*Requirement*: The answer must consist of every line below that contains the word "linejoin".

*Given records*:
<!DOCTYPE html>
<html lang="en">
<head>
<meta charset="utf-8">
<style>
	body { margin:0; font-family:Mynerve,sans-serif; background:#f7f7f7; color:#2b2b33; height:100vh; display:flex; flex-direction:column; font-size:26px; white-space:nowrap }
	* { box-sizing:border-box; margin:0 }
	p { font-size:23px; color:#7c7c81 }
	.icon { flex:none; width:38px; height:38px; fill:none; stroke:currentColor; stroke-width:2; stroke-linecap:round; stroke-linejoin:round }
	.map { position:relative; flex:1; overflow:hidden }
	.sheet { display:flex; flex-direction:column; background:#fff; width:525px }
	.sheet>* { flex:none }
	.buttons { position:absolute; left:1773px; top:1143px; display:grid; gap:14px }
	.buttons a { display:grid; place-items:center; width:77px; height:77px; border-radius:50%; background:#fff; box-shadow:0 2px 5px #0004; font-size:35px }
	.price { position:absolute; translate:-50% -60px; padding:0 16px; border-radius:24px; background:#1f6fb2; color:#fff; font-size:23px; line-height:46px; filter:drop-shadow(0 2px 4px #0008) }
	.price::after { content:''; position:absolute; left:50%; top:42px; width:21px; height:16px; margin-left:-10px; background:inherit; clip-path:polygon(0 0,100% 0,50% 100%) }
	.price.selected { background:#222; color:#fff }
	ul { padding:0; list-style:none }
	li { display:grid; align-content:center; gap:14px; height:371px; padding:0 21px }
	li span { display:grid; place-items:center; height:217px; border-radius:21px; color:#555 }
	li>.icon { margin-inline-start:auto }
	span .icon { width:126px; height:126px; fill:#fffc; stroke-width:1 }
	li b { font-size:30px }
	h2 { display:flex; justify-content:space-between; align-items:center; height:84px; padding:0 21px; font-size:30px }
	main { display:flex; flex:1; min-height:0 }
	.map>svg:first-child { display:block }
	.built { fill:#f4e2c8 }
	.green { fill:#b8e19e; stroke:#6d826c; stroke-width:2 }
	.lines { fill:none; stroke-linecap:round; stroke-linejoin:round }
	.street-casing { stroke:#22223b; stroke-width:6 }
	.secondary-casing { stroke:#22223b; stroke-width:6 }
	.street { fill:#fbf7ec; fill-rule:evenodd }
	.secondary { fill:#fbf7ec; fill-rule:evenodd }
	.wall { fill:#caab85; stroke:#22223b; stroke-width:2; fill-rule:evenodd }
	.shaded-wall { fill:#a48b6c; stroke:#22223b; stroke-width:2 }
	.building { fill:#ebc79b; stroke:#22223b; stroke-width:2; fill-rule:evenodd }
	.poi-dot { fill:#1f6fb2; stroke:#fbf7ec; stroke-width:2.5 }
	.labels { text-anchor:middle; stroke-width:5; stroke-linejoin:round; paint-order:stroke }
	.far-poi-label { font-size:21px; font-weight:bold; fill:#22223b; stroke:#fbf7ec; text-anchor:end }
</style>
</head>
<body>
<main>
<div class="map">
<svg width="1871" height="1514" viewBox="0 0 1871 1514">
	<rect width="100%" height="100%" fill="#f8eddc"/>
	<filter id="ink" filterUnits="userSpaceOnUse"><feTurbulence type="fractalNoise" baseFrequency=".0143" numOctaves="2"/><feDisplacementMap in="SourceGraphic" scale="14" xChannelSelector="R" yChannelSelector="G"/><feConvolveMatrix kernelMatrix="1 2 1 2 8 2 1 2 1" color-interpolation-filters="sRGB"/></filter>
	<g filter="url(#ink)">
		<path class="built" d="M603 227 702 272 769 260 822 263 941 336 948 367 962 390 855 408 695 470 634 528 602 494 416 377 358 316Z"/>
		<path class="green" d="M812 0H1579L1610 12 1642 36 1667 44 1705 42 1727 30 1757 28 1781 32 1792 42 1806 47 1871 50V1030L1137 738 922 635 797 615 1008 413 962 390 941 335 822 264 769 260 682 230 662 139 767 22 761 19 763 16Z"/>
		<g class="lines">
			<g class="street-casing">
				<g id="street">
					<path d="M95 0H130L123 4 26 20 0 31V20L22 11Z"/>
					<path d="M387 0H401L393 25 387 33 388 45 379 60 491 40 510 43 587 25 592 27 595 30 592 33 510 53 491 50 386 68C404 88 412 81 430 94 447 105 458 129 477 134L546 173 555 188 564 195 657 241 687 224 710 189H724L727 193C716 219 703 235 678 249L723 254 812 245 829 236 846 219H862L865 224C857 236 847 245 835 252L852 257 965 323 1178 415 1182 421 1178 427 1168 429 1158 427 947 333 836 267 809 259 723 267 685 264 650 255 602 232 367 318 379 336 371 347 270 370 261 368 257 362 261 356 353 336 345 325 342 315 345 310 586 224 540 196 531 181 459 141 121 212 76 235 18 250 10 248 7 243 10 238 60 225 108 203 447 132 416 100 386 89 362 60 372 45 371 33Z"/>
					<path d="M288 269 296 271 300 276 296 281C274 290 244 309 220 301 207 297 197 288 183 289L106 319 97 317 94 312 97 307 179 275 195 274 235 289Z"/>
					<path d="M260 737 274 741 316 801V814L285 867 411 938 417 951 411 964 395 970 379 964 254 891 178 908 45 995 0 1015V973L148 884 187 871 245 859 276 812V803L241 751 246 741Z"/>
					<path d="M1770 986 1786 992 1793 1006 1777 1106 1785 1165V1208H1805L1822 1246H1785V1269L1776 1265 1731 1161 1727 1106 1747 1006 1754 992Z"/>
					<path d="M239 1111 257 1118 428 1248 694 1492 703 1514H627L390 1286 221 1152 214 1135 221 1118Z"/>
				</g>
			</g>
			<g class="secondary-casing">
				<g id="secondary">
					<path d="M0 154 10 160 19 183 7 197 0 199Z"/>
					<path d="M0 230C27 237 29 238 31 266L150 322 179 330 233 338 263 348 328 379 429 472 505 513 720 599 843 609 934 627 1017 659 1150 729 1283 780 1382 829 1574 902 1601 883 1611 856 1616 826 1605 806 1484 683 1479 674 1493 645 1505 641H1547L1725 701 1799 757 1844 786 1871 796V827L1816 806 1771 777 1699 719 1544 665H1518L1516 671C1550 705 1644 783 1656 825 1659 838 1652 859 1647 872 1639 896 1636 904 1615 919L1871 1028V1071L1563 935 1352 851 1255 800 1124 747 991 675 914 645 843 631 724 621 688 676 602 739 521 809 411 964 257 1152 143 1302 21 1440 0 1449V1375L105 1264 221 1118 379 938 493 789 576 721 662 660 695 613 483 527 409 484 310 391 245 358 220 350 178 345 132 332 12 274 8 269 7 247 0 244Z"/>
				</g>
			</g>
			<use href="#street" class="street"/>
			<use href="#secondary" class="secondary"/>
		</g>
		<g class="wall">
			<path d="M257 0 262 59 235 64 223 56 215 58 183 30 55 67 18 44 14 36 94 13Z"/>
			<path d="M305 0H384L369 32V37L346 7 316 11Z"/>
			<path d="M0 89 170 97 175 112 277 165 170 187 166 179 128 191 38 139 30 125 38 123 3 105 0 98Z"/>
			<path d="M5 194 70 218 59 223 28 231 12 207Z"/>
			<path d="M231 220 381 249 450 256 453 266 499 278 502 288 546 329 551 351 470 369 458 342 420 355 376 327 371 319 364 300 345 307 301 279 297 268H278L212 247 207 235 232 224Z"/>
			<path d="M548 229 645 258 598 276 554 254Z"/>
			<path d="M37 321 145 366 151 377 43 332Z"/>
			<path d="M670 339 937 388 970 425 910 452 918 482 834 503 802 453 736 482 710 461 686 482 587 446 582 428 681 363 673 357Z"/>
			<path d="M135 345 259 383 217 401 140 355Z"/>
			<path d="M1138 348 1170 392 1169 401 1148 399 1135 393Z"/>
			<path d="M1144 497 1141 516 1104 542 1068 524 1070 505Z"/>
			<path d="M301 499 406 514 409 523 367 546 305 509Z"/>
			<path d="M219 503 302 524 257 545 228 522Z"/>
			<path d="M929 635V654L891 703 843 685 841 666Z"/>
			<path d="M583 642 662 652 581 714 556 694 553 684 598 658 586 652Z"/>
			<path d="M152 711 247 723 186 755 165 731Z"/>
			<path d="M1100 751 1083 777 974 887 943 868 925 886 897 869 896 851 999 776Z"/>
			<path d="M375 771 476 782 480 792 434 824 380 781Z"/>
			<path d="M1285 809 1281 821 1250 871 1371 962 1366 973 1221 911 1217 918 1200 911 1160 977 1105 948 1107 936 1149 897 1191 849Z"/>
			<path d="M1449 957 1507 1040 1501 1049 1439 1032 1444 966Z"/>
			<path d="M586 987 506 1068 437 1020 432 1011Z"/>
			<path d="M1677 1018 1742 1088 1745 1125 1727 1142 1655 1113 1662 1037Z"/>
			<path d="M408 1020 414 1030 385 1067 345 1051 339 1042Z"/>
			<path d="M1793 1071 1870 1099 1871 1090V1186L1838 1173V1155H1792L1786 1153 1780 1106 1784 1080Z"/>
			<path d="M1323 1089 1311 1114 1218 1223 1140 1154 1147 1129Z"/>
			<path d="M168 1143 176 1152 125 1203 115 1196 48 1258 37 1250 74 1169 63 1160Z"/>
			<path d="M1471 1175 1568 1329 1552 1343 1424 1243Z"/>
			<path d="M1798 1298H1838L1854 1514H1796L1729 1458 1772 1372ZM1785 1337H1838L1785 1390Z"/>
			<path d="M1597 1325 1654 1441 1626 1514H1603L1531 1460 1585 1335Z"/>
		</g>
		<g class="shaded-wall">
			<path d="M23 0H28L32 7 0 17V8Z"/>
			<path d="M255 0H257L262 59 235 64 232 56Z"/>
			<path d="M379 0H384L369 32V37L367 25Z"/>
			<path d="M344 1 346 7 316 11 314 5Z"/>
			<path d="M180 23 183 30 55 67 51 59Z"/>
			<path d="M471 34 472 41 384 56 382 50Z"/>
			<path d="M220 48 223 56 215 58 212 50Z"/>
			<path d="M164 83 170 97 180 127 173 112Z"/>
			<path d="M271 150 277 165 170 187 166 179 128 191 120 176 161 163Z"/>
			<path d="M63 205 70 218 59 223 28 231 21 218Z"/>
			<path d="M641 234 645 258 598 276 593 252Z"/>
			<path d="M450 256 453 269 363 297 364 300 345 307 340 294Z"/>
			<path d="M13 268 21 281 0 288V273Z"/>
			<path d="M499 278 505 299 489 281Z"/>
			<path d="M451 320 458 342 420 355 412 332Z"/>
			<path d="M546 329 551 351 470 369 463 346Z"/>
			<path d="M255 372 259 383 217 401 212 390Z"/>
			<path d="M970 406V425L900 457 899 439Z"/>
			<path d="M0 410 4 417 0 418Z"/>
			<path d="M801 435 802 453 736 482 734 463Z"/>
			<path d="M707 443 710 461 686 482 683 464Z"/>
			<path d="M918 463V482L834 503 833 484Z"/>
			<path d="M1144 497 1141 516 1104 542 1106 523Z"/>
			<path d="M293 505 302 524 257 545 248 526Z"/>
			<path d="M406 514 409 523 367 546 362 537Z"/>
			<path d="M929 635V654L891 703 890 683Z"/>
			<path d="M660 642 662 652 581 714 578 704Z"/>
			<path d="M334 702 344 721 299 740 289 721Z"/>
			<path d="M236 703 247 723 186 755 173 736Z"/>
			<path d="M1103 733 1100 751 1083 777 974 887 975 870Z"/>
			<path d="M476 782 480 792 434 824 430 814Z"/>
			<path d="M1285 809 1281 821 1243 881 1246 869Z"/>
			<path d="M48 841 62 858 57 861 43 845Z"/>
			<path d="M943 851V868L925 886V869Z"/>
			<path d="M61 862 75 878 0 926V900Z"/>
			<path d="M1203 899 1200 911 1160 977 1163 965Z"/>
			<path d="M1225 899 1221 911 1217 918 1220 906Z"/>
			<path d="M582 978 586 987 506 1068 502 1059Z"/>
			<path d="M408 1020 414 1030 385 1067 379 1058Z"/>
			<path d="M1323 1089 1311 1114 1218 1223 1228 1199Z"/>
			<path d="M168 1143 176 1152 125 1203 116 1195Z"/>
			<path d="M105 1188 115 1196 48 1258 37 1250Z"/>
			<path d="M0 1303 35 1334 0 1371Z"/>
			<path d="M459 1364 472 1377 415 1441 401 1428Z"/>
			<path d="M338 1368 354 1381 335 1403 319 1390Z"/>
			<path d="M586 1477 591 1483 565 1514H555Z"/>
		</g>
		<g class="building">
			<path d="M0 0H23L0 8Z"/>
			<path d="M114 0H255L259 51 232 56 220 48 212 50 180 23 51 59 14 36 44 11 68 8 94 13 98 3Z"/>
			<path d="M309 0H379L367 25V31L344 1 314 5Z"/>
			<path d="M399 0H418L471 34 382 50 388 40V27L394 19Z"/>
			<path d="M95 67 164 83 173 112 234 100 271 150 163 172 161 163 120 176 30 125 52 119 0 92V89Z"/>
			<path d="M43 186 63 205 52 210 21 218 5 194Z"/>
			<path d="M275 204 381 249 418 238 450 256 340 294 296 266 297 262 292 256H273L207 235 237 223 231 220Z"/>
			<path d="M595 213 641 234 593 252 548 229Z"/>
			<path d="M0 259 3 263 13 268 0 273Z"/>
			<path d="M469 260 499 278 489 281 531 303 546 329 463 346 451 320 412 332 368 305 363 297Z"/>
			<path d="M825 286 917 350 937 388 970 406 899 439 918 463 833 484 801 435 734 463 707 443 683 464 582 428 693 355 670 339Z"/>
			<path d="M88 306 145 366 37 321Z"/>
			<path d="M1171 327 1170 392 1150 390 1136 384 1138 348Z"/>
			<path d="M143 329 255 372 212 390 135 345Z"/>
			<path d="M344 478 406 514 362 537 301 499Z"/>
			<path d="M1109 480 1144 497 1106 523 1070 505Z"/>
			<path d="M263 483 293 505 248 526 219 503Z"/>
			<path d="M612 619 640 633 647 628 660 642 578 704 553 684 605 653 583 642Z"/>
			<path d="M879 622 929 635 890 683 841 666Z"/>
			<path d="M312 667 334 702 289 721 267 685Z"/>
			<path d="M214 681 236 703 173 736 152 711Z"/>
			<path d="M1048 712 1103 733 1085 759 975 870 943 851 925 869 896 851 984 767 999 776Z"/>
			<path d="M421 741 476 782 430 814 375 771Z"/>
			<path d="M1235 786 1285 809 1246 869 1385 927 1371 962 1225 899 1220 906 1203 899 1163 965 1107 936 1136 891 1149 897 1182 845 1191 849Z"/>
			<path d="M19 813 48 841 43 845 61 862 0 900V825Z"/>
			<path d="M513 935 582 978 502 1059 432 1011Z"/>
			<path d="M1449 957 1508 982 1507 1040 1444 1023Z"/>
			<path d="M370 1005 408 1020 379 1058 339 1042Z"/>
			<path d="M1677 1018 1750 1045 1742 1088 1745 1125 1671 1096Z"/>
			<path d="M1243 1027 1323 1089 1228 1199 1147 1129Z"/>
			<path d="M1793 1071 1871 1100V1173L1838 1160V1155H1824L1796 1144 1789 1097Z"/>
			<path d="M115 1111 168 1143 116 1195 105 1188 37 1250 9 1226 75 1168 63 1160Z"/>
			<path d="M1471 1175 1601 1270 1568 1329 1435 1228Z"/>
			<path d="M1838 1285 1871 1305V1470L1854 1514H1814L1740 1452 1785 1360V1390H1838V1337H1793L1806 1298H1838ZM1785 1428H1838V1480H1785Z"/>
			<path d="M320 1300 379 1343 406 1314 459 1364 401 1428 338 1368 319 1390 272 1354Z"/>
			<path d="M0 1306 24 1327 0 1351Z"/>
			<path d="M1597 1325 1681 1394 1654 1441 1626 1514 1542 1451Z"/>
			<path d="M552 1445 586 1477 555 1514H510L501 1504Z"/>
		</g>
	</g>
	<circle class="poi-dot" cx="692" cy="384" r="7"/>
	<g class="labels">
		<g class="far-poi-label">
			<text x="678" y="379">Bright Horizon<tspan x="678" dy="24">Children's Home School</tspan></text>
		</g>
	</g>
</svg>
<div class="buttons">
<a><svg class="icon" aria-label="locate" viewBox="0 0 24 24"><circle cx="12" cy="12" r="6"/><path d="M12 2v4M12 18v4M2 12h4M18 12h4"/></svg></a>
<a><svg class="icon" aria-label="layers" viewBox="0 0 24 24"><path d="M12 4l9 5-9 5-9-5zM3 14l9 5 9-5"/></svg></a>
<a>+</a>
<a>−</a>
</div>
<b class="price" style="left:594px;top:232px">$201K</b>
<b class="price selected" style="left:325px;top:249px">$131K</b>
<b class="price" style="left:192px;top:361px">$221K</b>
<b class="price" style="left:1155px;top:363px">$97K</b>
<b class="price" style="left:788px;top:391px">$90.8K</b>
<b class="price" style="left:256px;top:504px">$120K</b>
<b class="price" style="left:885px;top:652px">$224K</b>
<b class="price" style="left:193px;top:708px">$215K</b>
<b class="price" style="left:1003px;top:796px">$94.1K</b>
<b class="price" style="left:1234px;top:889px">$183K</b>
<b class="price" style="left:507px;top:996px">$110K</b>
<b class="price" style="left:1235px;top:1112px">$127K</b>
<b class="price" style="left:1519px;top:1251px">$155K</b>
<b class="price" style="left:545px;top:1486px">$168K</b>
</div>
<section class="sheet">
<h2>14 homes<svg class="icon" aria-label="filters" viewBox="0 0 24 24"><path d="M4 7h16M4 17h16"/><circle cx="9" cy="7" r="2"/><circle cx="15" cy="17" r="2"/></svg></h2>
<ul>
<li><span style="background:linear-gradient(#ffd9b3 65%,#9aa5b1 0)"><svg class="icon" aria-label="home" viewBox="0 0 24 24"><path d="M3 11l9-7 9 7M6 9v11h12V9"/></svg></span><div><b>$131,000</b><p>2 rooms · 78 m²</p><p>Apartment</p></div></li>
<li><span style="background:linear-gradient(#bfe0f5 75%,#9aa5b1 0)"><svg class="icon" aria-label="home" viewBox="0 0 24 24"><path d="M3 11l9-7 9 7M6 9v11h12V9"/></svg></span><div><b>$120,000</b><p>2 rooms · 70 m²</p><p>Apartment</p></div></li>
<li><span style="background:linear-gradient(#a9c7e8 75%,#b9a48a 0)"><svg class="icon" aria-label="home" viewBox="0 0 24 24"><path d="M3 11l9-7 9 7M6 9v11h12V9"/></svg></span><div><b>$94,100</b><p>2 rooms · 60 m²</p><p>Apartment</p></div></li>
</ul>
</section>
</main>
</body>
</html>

*Written answer*:
	.icon { flex:none; width:38px; height:38px; fill:none; stroke:currentColor; stroke-width:2; stroke-linecap:round; stroke-linejoin:round }
	.lines { fill:none; stroke-linecap:round; stroke-linejoin:round }
	.labels { text-anchor:middle; stroke-width:5; stroke-linejoin:round; paint-order:stroke }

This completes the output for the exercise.